I know it’s not for everyone but his style sang to me. Here is one, a giant acrylic with its suggestion of gently chaotic movement had me transfixed.
Museu de Arte, Arquitetura e Tecnologia (Museum of Art, Architecture and Technology). Several years ago, Atlas Obscurra became one of my favorite sites for finding the more off beat locales in any particular city or country. After all, It found the Frog museum in Split, Croatia. With its many dioramas of frogs…frogs conducting orchestras, frog families in the park, little frogs in classrooms…all meticulously stuffed REAL frogs.
Here in Lisbon, one of the items that caught my eye on Atlas Obscurra was the museum of electricity, housed within a 1906 defunct power station, described as “shockingly fascinating “ (ho, ho). Of late (2016?), the campus and mission have expanded into a ‘something for everyone’ kind of place. Uh oh, does this spell school field trips? Will there be hoards of youngsters? Still, many other places are closed on Mondays and hey, it’s right near the statue of Alfonso de Albuquerque (no relation, thank goodness, because this was one mean dude).
Everything you ever wanted to know about operating a power station. And it was, shockingly fun.

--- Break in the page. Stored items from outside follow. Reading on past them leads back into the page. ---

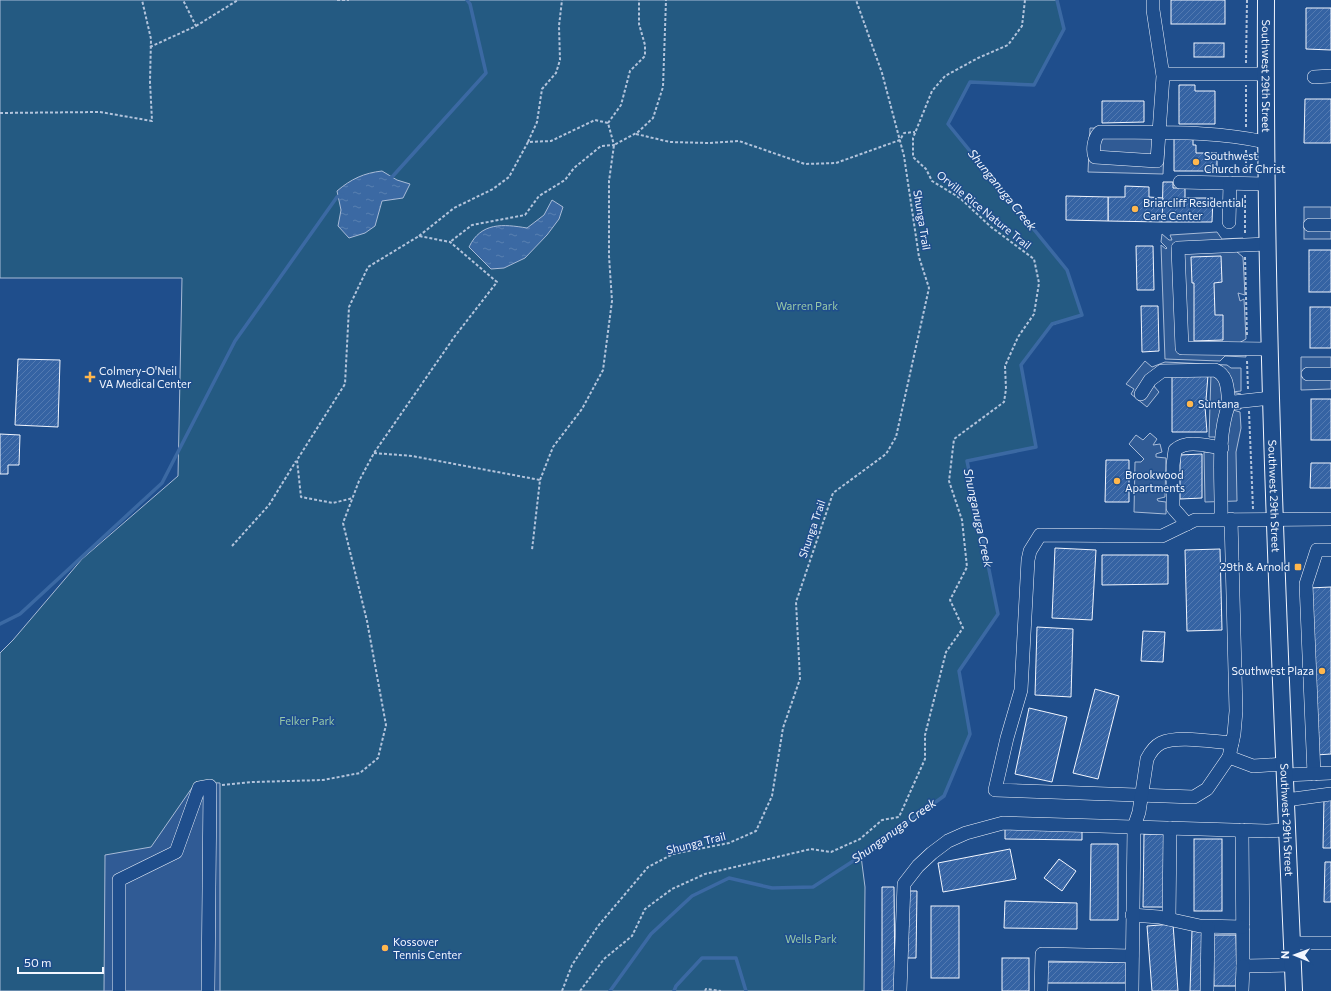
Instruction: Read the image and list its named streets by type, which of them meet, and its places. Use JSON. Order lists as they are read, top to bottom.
{
  "streets": {
    "main road": ["Southwest 29th Street"],
    "path": ["Orville Rice Nature Trail", "Shunga Trail"]
  },
  "water": ["Shunganuga Creek"],
  "parks": ["Warren Park", "Felker Park", "Wells Park"],
  "places": {
    "other": [
      "Southwest Church of Christ",
      "Briarcliff Residential Care Center",
      "Suntana",
      "Brookwood Apartments",
      "Southwest Plaza",
      "Kossover Tennis Center"
    ],
    "health": ["Colmery-O'Neil VA Medical Center"],
    "transit": ["29th & Arnold"]
  },
  "scale_bar": "50 m",
  "north": "left"
}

In the newer portion (leave the power plant, walk down the river front for a hundred yards or so), it’s a completely different world. Huge , curved screens played, in slo-mo, street scenes from cities around the world. The photos don’t do it justice. One starts with the view looking down on the screens and then you spiral down a ramp to view the display looking straight on. I was hypnotized but by the time I left, I was dizzy and disoriented. The photos are too dark i think.
The meal. I am sure some of you will look askance but tonight was Kebob Hut (rated 5 stars if that matters to you). We had takeaway. For me, a falafel sandwich. For Grubb, chicken duram. Deliciously spicy! I opened the bottle of wine our host had left for us.
Dessert. We headed one block down the street to Nanorellas for ice cream. I had tiramisu and raspberry. Grubb had cheesecake and tiramisu with the addition of whipped cream. It’s a good thing we are doing so much walking.
Tomorrow we are off to Porto. By fast train. Should take a couple of hours and then, a different time, a different place. same country.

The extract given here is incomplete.